Exercise details: Counting from the line that holds "Instruction: Serialize what", return each line exactly, through and including the last line of the entries.

[Dataset entries]

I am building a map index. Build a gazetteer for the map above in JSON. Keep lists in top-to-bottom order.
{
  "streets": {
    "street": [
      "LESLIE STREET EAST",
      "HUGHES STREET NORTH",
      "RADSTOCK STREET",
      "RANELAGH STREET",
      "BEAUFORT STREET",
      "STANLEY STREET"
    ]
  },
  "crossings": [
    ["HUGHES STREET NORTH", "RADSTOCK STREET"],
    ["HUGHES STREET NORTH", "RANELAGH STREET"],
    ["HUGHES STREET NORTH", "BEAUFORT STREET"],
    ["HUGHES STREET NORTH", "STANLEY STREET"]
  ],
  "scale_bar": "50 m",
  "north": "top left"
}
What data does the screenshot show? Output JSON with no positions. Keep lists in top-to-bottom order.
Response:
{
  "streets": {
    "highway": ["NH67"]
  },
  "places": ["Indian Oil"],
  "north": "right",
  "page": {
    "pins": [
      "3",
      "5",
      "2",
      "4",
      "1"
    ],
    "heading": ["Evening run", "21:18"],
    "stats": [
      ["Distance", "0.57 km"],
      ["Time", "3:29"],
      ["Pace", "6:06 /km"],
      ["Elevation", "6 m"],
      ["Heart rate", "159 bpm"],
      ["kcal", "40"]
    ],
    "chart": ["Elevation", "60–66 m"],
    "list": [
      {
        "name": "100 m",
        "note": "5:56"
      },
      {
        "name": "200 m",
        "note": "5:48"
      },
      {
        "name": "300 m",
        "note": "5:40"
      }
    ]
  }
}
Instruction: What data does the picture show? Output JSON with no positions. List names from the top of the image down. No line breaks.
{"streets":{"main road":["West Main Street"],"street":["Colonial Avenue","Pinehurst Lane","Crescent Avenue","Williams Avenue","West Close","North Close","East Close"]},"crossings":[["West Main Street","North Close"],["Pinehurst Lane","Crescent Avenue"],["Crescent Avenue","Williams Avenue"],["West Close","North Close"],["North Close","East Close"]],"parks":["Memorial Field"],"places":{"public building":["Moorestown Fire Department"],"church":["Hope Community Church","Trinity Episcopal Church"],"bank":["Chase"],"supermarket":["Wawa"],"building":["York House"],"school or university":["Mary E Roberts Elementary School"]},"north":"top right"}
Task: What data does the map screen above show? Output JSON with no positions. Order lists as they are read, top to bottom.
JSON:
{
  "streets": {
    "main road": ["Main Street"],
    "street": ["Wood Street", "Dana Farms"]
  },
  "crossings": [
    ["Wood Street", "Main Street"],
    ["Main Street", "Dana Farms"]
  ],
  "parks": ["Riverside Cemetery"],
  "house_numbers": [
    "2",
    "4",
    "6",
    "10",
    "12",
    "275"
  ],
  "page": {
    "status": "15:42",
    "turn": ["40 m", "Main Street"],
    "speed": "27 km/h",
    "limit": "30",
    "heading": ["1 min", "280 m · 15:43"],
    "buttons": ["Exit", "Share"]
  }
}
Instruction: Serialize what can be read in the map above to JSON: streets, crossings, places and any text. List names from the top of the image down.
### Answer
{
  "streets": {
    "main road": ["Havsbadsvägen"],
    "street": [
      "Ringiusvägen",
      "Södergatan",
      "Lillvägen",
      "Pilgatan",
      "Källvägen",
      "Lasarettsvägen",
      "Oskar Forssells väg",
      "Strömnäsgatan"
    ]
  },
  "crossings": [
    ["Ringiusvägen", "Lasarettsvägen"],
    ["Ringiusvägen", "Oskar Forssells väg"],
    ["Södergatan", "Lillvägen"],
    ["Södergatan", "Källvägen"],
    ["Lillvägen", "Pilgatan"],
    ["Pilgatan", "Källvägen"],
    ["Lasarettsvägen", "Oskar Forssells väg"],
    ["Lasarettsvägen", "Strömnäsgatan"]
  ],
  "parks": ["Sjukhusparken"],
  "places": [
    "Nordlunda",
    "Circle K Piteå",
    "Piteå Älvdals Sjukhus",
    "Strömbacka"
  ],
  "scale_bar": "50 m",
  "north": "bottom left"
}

Exercise response:
Instruction: Serialize what can be read in the map above to JSON: streets, crossings, places and any text. List names from the top of the image down.
### Answer
{
  "streets": {
    "main road": ["Havsbadsvägen"],
    "street": [
      "Ringiusvägen",
      "Södergatan",
      "Lillvägen",
      "Pilgatan",
      "Källvägen",
      "Lasarettsvägen",
      "Oskar Forssells väg",
      "Strömnäsgatan"
    ]
  },
  "crossings": [
    ["Ringiusvägen", "Lasarettsvägen"],
    ["Ringiusvägen", "Oskar Forssells väg"],
    ["Södergatan", "Lillvägen"],
    ["Södergatan", "Källvägen"],
    ["Lillvägen", "Pilgatan"],
    ["Pilgatan", "Källvägen"],
    ["Lasarettsvägen", "Oskar Forssells väg"],
    ["Lasarettsvägen", "Strömnäsgatan"]
  ],
  "parks": ["Sjukhusparken"],
  "places": [
    "Nordlunda",
    "Circle K Piteå",
    "Piteå Älvdals Sjukhus",
    "Strömbacka"
  ],
  "scale_bar": "50 m",
  "north": "bottom left"
}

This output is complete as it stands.